Thermophysical Properties
Regression models are a cornerstone of thermophysical property prediction. They connect molecular structure to macroscopic properties such as melting point, boiling point, solubility, or surface tension. Over the years, researchers have developed a variety of approaches:
- Group Contribution (GC) Methods – Molecules are split into functional groups (e.g., –CH₃, –OH, –Cl), and each group adds a fixed contribution to the property. These methods are simple, interpretable, and widely used, but linear assumptions often limit accuracy for complex molecules.
- QSPR (Quantitative Structure–Property Relationships) – Use molecular descriptors (e.g., weight, dipole moment, topology indices) as regression inputs. These models capture more detail than GC but can be high-dimensional and hard to interpret.

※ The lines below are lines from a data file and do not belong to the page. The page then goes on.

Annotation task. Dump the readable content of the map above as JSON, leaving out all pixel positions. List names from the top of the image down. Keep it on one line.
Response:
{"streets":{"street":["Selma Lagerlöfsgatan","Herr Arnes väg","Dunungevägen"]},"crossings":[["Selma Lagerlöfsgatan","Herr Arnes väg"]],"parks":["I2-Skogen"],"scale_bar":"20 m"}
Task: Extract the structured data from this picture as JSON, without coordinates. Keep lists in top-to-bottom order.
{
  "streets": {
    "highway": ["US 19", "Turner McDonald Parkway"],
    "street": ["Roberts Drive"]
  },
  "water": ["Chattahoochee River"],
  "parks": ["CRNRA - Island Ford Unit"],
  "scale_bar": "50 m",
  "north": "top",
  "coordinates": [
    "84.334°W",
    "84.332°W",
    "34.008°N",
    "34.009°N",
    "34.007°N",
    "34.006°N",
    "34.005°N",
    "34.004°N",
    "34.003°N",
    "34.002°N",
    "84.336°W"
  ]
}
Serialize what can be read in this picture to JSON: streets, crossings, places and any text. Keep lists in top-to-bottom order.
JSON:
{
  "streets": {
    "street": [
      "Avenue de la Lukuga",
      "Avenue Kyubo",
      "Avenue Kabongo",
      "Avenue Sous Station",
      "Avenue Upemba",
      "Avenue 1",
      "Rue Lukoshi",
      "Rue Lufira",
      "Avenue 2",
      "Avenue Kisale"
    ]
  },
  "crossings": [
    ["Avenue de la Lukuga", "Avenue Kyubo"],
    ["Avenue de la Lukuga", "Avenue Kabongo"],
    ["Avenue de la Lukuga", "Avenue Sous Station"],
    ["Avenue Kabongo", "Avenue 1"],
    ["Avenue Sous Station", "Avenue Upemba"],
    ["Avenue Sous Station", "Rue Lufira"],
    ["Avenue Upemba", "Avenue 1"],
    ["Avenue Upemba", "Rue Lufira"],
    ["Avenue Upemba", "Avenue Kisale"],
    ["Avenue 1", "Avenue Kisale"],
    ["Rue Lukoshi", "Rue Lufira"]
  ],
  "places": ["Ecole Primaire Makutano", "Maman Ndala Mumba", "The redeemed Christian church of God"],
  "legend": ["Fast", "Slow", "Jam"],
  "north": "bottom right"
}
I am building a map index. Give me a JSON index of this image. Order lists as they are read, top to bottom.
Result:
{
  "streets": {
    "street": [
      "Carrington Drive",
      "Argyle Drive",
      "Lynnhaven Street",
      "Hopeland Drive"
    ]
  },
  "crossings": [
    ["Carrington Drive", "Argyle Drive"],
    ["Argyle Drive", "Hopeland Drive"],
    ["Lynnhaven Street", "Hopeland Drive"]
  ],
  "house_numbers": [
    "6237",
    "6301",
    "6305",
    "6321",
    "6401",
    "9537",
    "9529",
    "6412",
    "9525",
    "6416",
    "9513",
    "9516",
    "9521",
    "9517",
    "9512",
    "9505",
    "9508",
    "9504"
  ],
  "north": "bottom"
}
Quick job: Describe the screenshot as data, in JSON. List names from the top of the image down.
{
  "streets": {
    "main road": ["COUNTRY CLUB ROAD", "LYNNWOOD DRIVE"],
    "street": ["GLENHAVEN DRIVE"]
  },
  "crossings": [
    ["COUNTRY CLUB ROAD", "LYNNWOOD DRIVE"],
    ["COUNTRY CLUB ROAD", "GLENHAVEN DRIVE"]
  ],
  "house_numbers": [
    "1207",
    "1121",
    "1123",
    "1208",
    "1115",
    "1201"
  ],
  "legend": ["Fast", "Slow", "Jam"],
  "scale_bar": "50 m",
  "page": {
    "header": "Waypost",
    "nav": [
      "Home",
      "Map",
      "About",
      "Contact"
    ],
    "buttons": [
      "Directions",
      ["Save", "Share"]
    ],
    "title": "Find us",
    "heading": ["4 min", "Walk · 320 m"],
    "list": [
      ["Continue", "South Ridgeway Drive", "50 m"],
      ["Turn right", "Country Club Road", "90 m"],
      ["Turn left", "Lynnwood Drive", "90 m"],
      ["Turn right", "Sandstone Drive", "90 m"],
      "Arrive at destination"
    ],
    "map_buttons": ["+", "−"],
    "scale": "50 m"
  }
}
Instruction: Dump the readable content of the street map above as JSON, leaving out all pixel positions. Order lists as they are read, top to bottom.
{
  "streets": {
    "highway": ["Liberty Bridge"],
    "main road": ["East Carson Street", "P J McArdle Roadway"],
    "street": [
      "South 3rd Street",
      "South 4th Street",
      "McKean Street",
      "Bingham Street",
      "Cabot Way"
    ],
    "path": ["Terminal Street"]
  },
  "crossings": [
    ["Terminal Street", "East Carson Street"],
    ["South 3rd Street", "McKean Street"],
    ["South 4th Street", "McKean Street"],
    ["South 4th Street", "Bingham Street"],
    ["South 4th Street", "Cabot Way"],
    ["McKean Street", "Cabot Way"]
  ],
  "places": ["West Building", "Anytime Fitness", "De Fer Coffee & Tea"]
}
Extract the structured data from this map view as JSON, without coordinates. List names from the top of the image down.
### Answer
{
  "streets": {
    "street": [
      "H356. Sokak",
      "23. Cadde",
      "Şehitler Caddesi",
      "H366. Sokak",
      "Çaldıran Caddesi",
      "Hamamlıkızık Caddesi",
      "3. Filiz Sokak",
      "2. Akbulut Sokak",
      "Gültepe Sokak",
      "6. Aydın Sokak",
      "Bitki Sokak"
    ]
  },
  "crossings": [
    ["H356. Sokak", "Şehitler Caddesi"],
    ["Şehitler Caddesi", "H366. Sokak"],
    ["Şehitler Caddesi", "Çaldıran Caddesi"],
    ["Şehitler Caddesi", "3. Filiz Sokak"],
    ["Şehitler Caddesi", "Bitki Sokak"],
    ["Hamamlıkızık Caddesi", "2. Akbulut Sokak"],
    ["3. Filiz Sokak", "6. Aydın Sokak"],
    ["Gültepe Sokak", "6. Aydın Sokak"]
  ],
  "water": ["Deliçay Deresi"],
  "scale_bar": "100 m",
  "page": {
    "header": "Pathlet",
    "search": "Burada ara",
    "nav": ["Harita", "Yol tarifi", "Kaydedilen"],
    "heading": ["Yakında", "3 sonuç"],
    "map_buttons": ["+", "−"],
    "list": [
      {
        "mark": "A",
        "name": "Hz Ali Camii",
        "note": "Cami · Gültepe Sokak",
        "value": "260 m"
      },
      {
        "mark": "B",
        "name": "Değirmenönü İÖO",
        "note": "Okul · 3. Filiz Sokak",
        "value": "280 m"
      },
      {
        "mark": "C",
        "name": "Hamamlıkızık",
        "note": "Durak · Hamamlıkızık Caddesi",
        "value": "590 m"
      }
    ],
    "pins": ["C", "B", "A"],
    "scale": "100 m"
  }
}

- Corresponding States & Equations of State – Correlate unknown properties to critical constants or reference fluids. These approaches work well when critical data is available but degrade when extrapolated.
- Quantum Chemistry & Molecular Simulation – Predict properties from first principles. These are accurate but computationally expensive and impractical for large datasets.
- Machine Learning (ML) Methods – Neural networks, random forests, support vector regression, and graph-based models can capture nonlinear patterns and interactions. Unlike classical regression, ML can discover complex mappings directly from data, reducing prediction errors to within experimental uncertainty for many properties.
While classical regression is fast and interpretable, modern ML regression offers significant accuracy gains, especially when predicting properties like melting point across diverse chemical families.
🧪 Melting Point Prediction Challenge
Predicting the melting point of organic molecules is a long-standing challenge in chemistry and chemical engineering. Melting point is critical for drug design, material selection, and process safety, yet experimental measurements are often costly, time-consuming, or unavailable.
In this competition, you’ll use machine learning to predict melting points from group contribution features, subgroup counts that represent functional groups within each molecule. Your task is to build models that capture the complex, nonlinear relationships between molecular structure and melting behavior.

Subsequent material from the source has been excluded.